第4クォーターに30-15と圧倒して最終的な点差は縮まったが、これは試合の趨勢が決していたことでドミニカの集中力が落ちていたことが大きな要因。点差以上に差を感じる敗北だったことは否めない。

川島悠翔

指揮官マルチネス「もっとファウルを効果的に使わないといけない」

指揮官のアレハンドロ・マルチネスは「リバウンドが一番の大きな問題でした。リバウンド、ルーズボールと相手にことごとく取られてしまいました」と敗因を語る。最終的なスタッツを見るとリバウンドは日本の方が上回っているが、それは第4クォーターが大きく影響しているため。試合の主導権を奪われた前半だけを見ると、オフェンスリバウンドはドミニカの9本に対して日本は3本と、相手に多くのセカンドチャンスを与えてしまったことでリズムをつかめなかった。

また、試合全体を見ると、ドミニカに15のスティールを奪われての20ターンオーバーと、相手の激しいプレッシャーにアジャストできなかった。そして指揮官は、「たくさん点を取られているにもかかわらず10個しかファウルをしていない。もっとファウルを効果的に使わないといけないです」と、より賢くプレーする必要性も強調した。

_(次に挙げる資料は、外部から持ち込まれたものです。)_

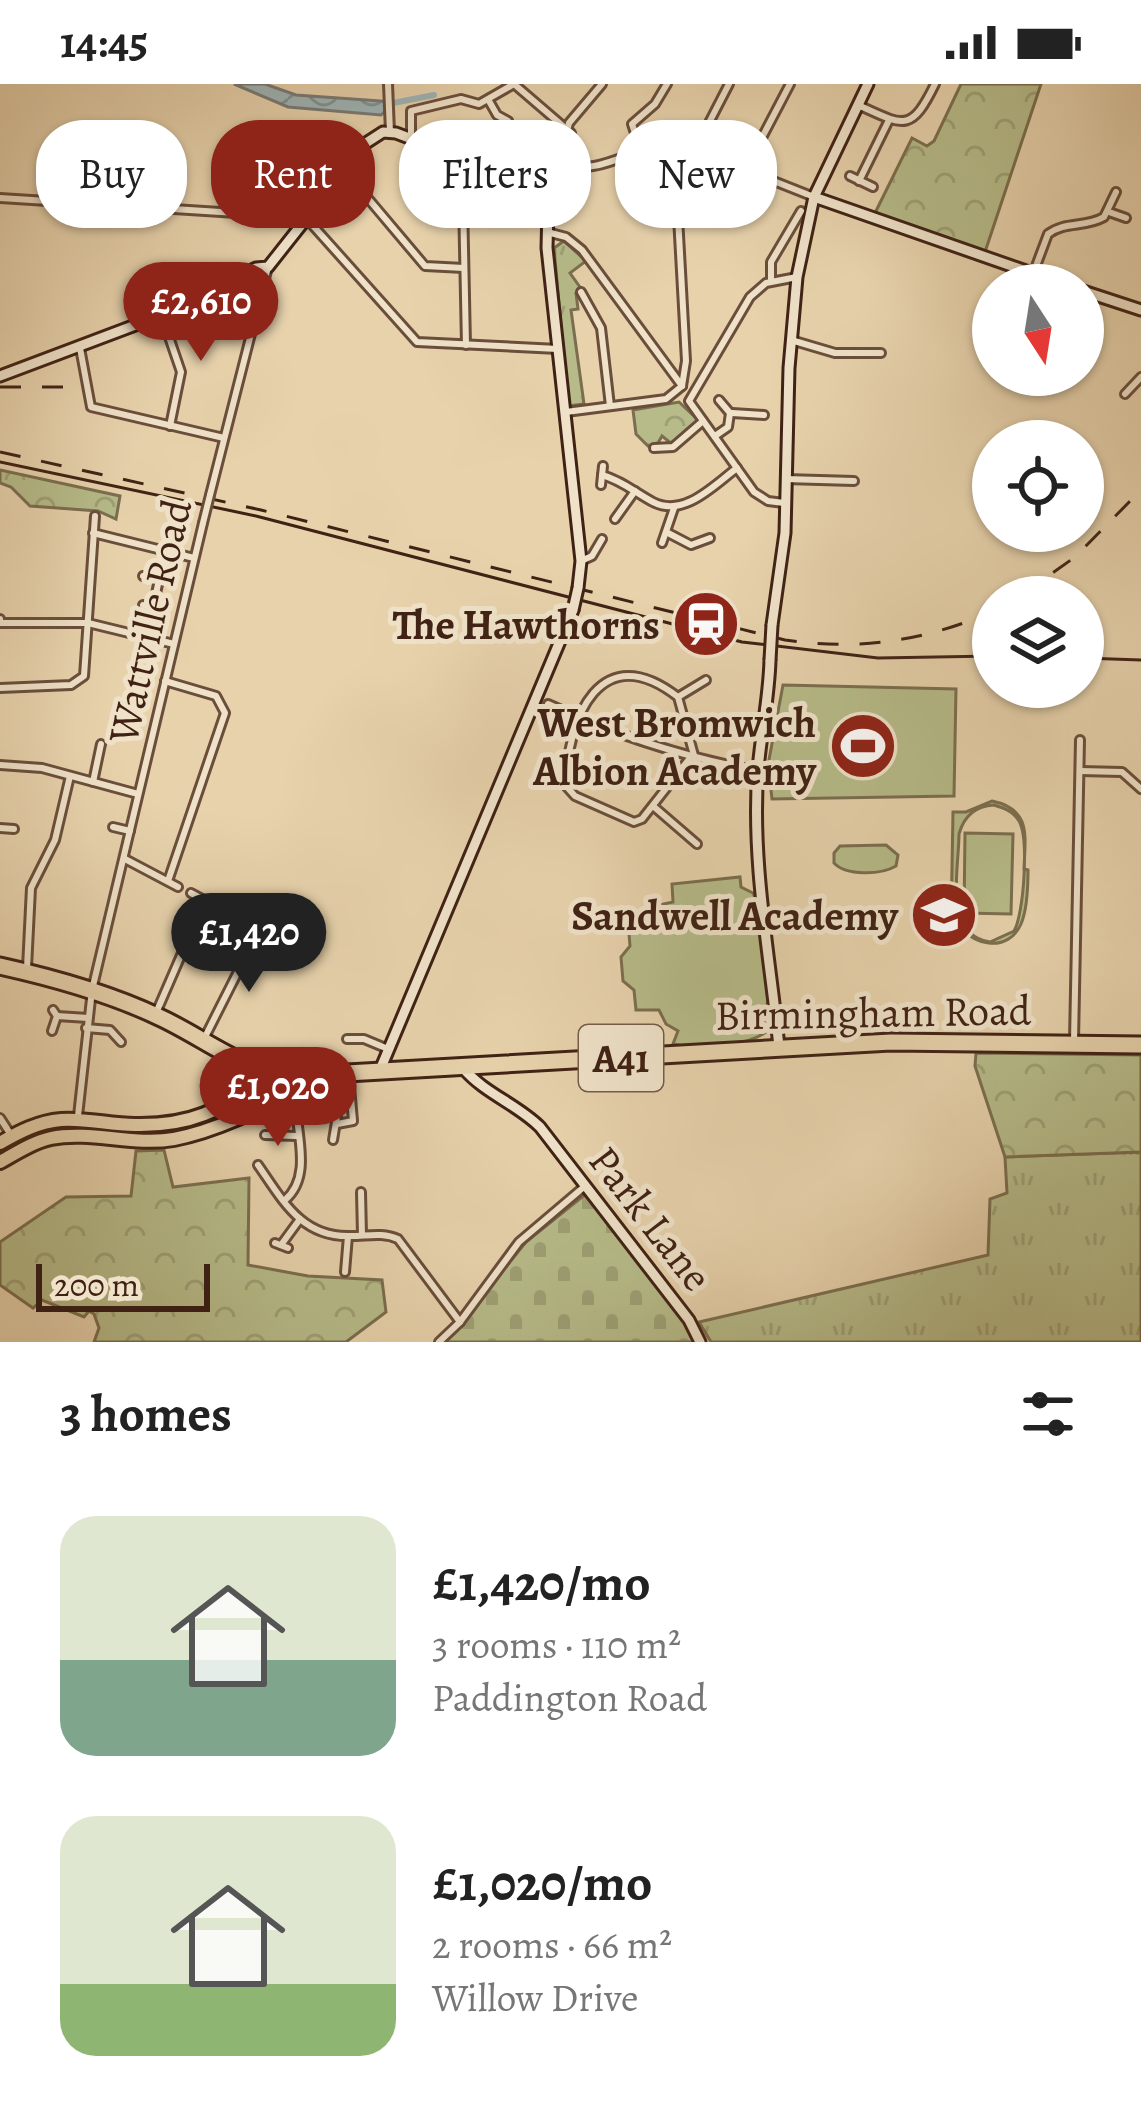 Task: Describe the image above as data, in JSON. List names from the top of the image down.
{
  "streets": {
    "highway": ["Birmingham Road", "A41"],
    "street": ["Wattville Road", "Park Lane"]
  },
  "crossings": [
    ["Wattville Road", "A41"],
    ["Birmingham Road", "A41"],
    ["Birmingham Road", "Park Lane"],
    ["A41", "Park Lane"]
  ],
  "places": {
    "station": ["The Hawthorns"],
    "sports": ["West Bromwich Albion Academy"],
    "school or university": ["Sandwell Academy"]
  },
  "scale_bar": "200 m",
  "north": "bottom",
  "page": {
    "status": "14:45",
    "chip": [
      "Buy",
      "Rent",
      "Filters",
      "New"
    ],
    "price": ["£2,610", "£1,420", "£1,020"],
    "scale": "200 m",
    "heading": "3 homes",
    "list": [
      {
        "name": "£1,420/mo",
        "note": "3 rooms · 110 m² · Paddington Road"
      },
      {
        "name": "£1,020/mo",
        "note": "2 rooms · 66 m² · Willow Drive"
      }
    ]
  }
}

日本のエース、川島悠翔はシューティングファウルをうまく誘発してフリースローを重ね(14本中10本成功)て16得点をマーク。しかし、フィールドゴールは11本中3本成功に留まり、1人を抜いてもすぐにカバーが来るなどドミニカの徹底マークにリズムを崩して6ターンオーバーと苦戦した。

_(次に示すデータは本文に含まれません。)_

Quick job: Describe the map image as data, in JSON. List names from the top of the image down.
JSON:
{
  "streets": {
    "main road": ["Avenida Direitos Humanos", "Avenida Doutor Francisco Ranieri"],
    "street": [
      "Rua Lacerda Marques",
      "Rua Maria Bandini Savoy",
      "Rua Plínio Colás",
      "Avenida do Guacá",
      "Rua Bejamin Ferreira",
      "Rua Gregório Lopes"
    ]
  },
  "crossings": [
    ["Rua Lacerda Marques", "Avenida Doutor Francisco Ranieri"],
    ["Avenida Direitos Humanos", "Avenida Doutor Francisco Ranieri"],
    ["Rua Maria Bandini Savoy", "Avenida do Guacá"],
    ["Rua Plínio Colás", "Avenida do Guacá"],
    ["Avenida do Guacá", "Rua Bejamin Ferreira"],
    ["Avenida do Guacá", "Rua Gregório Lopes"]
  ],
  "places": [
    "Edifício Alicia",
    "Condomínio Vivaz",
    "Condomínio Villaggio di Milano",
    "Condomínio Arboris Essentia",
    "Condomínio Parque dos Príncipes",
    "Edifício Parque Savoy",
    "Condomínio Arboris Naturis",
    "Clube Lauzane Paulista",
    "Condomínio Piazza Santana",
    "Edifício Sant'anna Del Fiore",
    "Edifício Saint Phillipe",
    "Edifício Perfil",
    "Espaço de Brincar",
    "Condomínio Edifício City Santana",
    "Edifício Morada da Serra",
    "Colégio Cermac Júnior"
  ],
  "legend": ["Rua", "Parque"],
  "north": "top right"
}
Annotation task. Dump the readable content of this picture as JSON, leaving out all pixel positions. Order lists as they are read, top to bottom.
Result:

消化不良に終わった初戦を川島はこう反省する。「ディフェンスがハードな分、ファウル気味と感じてしまった。そこで自分が少しイライラしてしまった部分がありました。仲間とのコミュニケーションが足りなかったので自分の攻める機会が減ってしまいました」

厳しい結果となったが、世界標準のフィジカル、激しさを感じられたのは大きな経験となる。第2戦の相手は初戦でリトアニアに競り負けて必勝を期す、開催国のスペイン。ドミニカ戦を教訓にステップアップする若き代表の姿に期待したい。